BAPTISM - WAY BACK THEN, THEN, AND NOW
THEN. . .
Much of what follows is from the excellent historical work by Edith Gibson in 1961. Additions by the present commentator are in italics.
The Baptist movement was a frontier movement, often preceding rather than following territorial expansion. Near a little town now known as Camp Verde, before a congregation of Indians, cowboys, soldiers, a few ranchers, under a cottonwood tree, James Bristow, on October 9, 1875, preached the first Baptist sermon in Arizona. Since Camp Verde (still there, just off I-19 on the way to Flagstaff ) is located on the banks of the Verde River (which gives the whole area the name of Verde Valley), it is probable that one or more baptisms was held thereafter in the Verde River. Around 1880 churches were organized in various communities, including Phoenix, Prescott, and Tucson. The words of the two baptismal questions, "Do you believe" and "Have you invited", thus began to echo across the territory of Arizona.
About 1900 a small group of Christian people living in the village of Scottsdale organized and conducted a community Sunday school. There were approximately twenty-five of these people, including five Methodists and two Presbyterians. The rest were Baptist. During several of these years, V. A. Vanderhoof, then a Methodist, superintended this school.
As stated before, First Baptist Church of Scottsdale was organized on June 12, 1912 in âthe Little Red Schoolhouse." Rev. Limon Trumbull was selected as the first pastor of FBCS. Pastor Trumbull was crippled and otherwise apparently not in good health, dying early in 1911.

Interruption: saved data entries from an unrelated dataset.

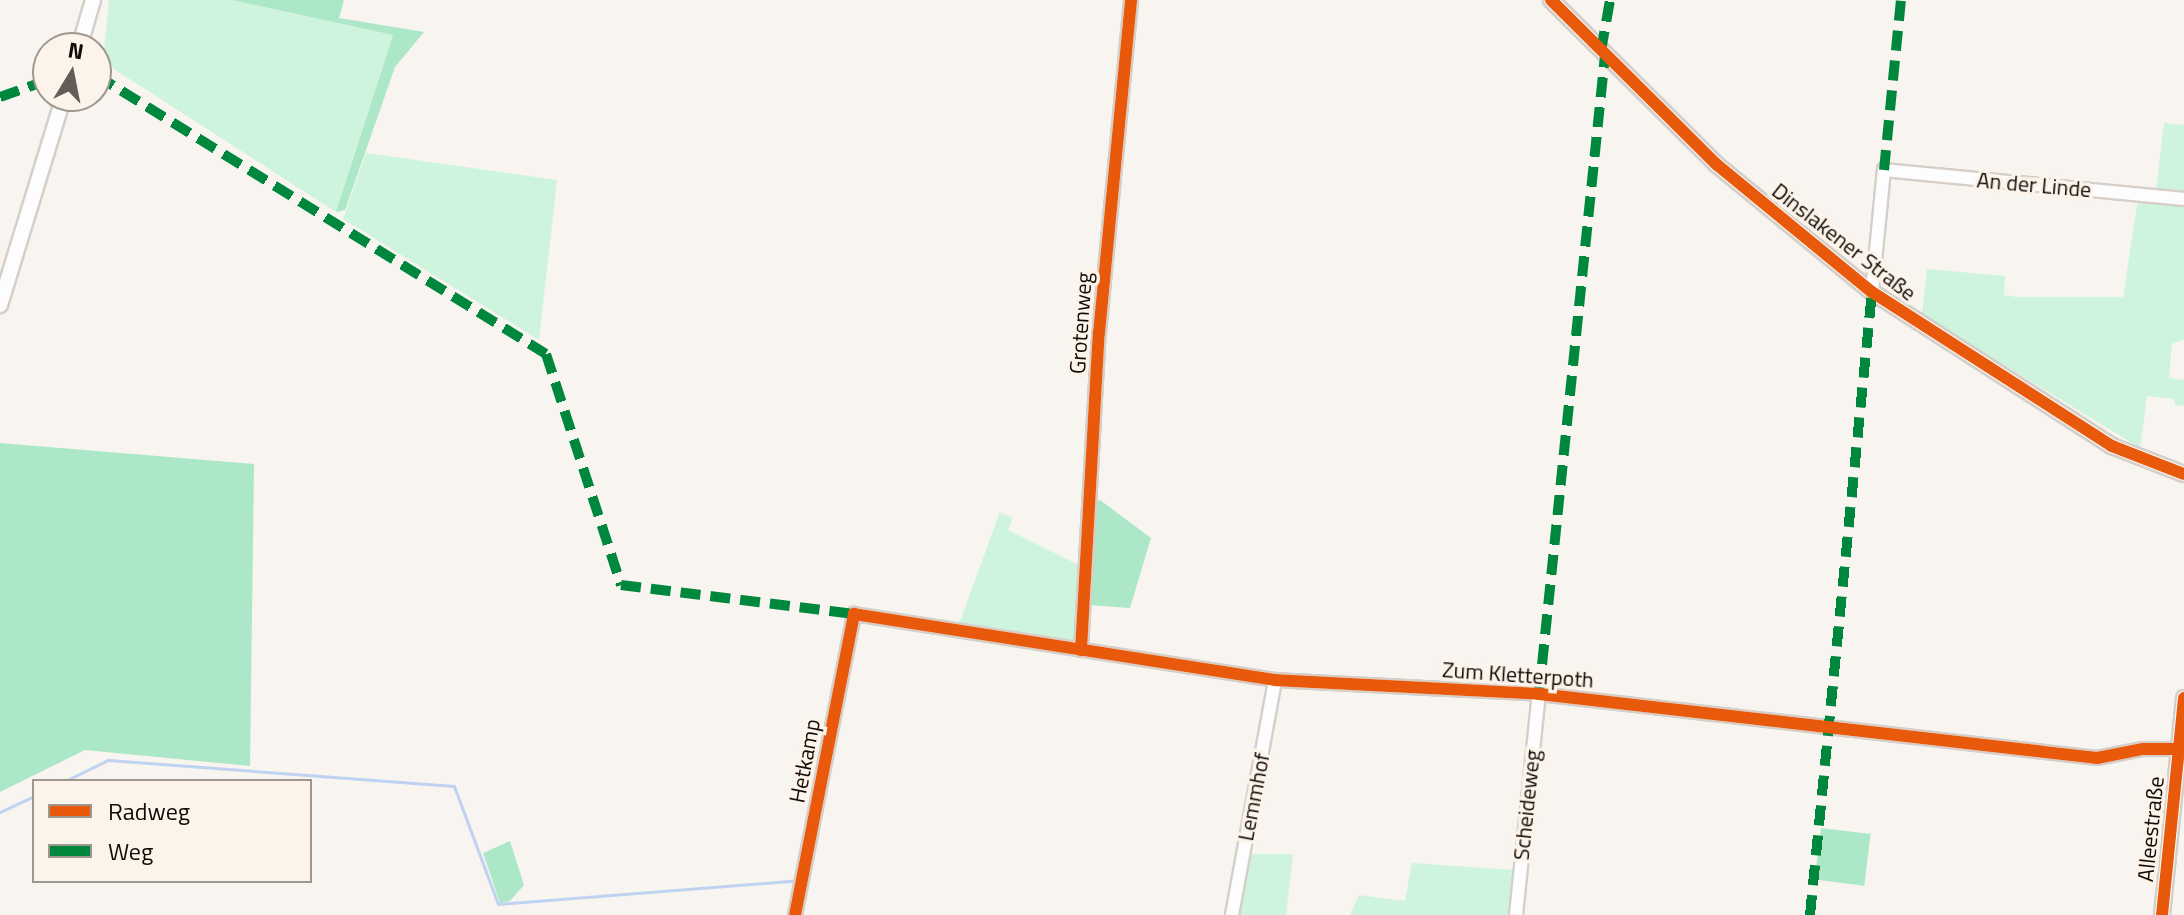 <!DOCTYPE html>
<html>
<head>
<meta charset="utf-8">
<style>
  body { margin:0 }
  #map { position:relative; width:2184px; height:915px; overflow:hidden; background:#f8f4ef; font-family:"Titillium Web",sans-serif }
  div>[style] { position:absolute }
  .green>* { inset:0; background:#cef4dd }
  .forest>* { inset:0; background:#ace7c8; transform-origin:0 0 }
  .stream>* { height:3px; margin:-1.5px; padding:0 1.5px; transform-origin:1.5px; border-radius:1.5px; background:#bfd2f2 }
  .roads { filter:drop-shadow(2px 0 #d6cfc9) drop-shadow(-2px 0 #d6cfc9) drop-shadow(0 2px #d6cfc9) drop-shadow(0 -2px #d6cfc9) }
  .minor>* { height:12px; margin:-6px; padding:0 6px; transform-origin:6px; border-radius:6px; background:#fefdfd }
  .major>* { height:14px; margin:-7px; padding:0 7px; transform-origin:7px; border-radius:7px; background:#fefdfd }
  .quiet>* { height:10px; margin-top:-5px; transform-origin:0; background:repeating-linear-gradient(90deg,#00873e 0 20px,transparent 0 30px) }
  .cycleway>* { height:12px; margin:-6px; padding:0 6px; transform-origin:6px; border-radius:6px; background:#e8590c }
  span { translate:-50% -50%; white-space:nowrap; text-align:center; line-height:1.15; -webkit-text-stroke:7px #fcf4eb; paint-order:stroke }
  .street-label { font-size:22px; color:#120b05 }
  .legend { position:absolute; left:32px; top:779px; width:280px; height:104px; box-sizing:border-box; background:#fcf4eb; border:2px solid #9e978f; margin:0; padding:10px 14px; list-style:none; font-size:24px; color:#120b05 }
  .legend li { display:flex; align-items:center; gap:16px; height:40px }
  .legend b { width:40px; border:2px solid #9e978f }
  .north { position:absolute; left:32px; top:32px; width:80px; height:80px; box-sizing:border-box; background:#fcf4eb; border:2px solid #9e978f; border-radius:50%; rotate:10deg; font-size:22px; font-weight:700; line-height:32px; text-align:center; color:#120b05 }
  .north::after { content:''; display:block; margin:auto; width:28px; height:36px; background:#625d57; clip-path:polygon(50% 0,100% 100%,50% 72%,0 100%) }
</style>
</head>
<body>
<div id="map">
  <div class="green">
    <div style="clip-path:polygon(109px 0,232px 0,393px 35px,336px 212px,103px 62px)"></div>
    <div style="clip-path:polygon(2164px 123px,2184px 125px,2184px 194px,2156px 191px)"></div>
    <div style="clip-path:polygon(366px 153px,557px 180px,539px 340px,343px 219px)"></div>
    <div style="clip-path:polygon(2138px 199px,2184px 203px,2184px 339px,2172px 344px,2169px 378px,2184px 380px,2184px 406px,2175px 405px,2174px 399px,2147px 396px,2140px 448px,1922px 315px,1927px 269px,2005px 276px,2004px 295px,2016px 297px,2123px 297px)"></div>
    <div style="clip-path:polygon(1000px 512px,1013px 518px,1008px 530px,1081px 566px,1075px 600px,1077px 640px,1072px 644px,958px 627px)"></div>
    <div style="clip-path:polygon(1249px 854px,1293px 854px,1286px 915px,1237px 915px)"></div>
    <div style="clip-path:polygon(1412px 863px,1513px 870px,1511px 915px,1350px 915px,1359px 895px,1405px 901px)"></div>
  </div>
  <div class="forest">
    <div style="clip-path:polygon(232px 0,344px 0,339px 18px,424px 32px,395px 67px,345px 210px,336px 212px,393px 35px)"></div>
    <div style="clip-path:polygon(0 443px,254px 464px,250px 766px,85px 750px,0 792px)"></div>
    <div style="clip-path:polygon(1100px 500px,1151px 538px,1130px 608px,1089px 605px,1095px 502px)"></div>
    <div style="left:1821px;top:828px;width:50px;height:52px;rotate:7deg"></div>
    <div style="clip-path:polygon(510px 841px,524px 885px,510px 901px,500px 903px,483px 853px)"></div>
  </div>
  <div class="stream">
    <div style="left:65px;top:781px;width:48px;rotate:-26deg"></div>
    <div style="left:108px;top:760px;width:347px;rotate:4.3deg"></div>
    <div style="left:454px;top:786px;width:126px;rotate:69.6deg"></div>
    <div style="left:498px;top:904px;width:296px;rotate:-4.5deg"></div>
    <div style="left:0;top:812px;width:38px;rotate:-25deg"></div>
  </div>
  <div class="roads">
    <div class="minor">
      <div style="left:1872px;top:292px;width:123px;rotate:-84.4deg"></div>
      <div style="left:1884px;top:170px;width:301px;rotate:5.5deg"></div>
      <div style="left:1081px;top:650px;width:318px;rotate:-86.8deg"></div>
      <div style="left:1099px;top:333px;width:335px;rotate:-84.5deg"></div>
      <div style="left:795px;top:915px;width:307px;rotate:-78.9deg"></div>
      <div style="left:854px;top:614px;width:426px;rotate:8.9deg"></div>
      <div style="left:1275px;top:680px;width:264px;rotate:3deg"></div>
      <div style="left:1539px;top:694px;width:562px;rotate:6.54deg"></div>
      <div style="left:2097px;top:758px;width:47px;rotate:-11.1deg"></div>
      <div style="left:2143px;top:749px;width:41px"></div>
      <div style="left:1232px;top:915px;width:239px;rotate:-79.6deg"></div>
      <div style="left:1516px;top:915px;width:222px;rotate:-84.1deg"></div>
    </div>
    <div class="major">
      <div style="left:1551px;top:0;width:233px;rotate:44.8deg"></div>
      <div style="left:1716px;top:164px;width:202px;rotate:39.4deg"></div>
      <div style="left:1872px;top:292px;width:285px;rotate:32.7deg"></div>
      <div style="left:2112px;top:446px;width:77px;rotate:21.3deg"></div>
      <div style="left:79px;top:48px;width:50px;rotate:-73.7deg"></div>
      <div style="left:0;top:305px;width:219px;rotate:-73deg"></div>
      <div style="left:2162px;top:915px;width:218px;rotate:-84.2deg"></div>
    </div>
  </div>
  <div class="quiet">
    <div style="left:1601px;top:51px;width:52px;rotate:-80deg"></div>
    <div style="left:96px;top:75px;width:529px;rotate:31.8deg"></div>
    <div style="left:546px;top:354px;width:243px;rotate:72deg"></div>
    <div style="left:621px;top:585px;width:235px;rotate:7.1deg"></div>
    <div style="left:0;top:97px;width:51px;rotate:-19.5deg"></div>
    <div style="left:1884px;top:170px;width:171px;rotate:-84.3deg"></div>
    <div style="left:1539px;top:694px;width:642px;rotate:-84.1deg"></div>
    <div style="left:1810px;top:915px;width:626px;rotate:-84.32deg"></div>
  </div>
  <div class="cycleway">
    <div style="left:1551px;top:0;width:233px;rotate:44.8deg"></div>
    <div style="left:1716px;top:164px;width:202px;rotate:39.4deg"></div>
    <div style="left:1872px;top:292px;width:285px;rotate:32.7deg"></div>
    <div style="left:2112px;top:446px;width:77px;rotate:21.3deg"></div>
    <div style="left:1081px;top:650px;width:318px;rotate:-86.8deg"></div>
    <div style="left:1099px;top:333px;width:335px;rotate:-84.5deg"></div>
    <div style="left:795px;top:915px;width:307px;rotate:-78.9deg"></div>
    <div style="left:854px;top:614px;width:426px;rotate:8.9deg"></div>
    <div style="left:1275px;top:680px;width:264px;rotate:3deg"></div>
    <div style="left:1539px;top:694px;width:562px;rotate:6.54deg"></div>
    <div style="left:2097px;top:758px;width:47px;rotate:-11.1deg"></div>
    <div style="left:2143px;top:749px;width:41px"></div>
    <div style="left:2162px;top:915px;width:218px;rotate:-84.2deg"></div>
  </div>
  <div class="street-label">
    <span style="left:2034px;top:185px;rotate:5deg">An der Linde</span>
    <span style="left:1844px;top:242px;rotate:38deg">Dinslakener Straße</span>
    <span style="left:1081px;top:323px;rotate:-86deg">Grotenweg</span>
    <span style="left:1518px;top:675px;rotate:4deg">Zum Kletterpoth</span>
    <span style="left:805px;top:761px;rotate:-79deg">Hetkamp</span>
    <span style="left:1254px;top:797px;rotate:-79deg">Lemmhof</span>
    <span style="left:1527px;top:805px;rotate:-84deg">Scheideweg</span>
    <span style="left:2151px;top:829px;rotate:-84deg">Alleestraße</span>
  </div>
  <ul class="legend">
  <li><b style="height:10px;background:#e8590c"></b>Radweg</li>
  <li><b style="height:10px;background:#00873e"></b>Weg</li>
  </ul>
  <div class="north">N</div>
</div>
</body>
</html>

Before Trumbull's death, however, William J. Gordon, a Colporteur missionary who had been transferred from New Mexico to Arizona conducted the first evangelistic meeting for the Scottsdale group. The date of this evangelistic meeting is not known. He was entertained in the Vanderhoof home, and on the last night of the meetings, V. A. Vanderhoof presented himself as a candidate for membership. The following Easter Sunday, which would have been Easter, 1911, the first baptismal services for the new church group were held. Those baptized were Verner A. Vanderhoof, his wife Jane, their daughter May, and a man named Whitney. Very likely, this was the first time the two questions resounded in Scottsdale.
The baptism took place in an irrigation ditch located at the corner of Scottsdale and Indian School Roads, near the present site of the Valley Bank. Incidentally, this place continued to be used for baptismal purposes for many years. The gate could be raised to let in water and closed at the corner, thus regulated to suit the purpose. "A History of First Baptist Church of Scottsdale", Arizona by Edith L. Gibson, 1961.
On the Wednesday morning following this Easter Sunday, Rose Trumbull, the daughter, found Rev. Limon Trumbull dead in his bed.
The irrigation box on the southeast corner of Scottsdale Road and Indian School continued to be used by the church until sometime in the 1930's. About 1916, in addition to the previous photo of the Fred Mathis 1920 baptism, we are blessed with this photo of Rev. R.P.Pope baptizing Manuel Wellington, a Pima Indian. Without a doubt, the questions "Do you believe Jesus Christ died to take away our sins?", and: "Have you invited Christ into your heart as your personal Savior?", were heard by those standing by as witnesses.
The River Jordan as it leaves the Sea of Galilee.
Neither the date nor year is known, but at some point, probably in the late 1920's, and certainly before 1934, the church determined that "The Old Swimming Hole" would be a better place to hold baptisms. Fed by a county owned well (which we have not be able to locate), this was located on McDowell Road near either Miller Road or Hayden Road. Apparently this location earlier became The Old Swimming Hole because it was known to contain very cool water which would have been a luxury in Arizona in the summer in the 1930's, or actually, any summer since then!
Here, on October 7, 1934, Rev. Fred Mathis asked the two questions at least three times. First was to his daughter Edna, whose mother, May Vanderhoof Mathis, was one of the children in the foreground of the earlier photo of "The Little Red Schoolhouse"
Next, Rev. Mathis asked the questions of Mary Jane Zimmerman, whose mother was a founding member of the church. Mary Jane later married Charles Lewis, and both were long time members of FBCS.
And finally, so far as the photos of that day inform us, the questions were asked of Alvin Brown who was also probably shown at a far younger age as a student of "The Little Red Schoolhouse." He may also have been the Alvin Brown who was a founding member of the church.
During the pastorate of Ed Lester who succeeded Fred Mathis, the south end of the building was extended, a baptistery installed, and a parsonage built at 53 West First Avenue. This was probably in the 1940's. At the time, Scottsdale used a different street numbering system than at the present time, so the parsonage address then is not a present day "53 West First Avenue." Since the installation of the baptistery in the original church, each sanctuary since has an indoor baptistery.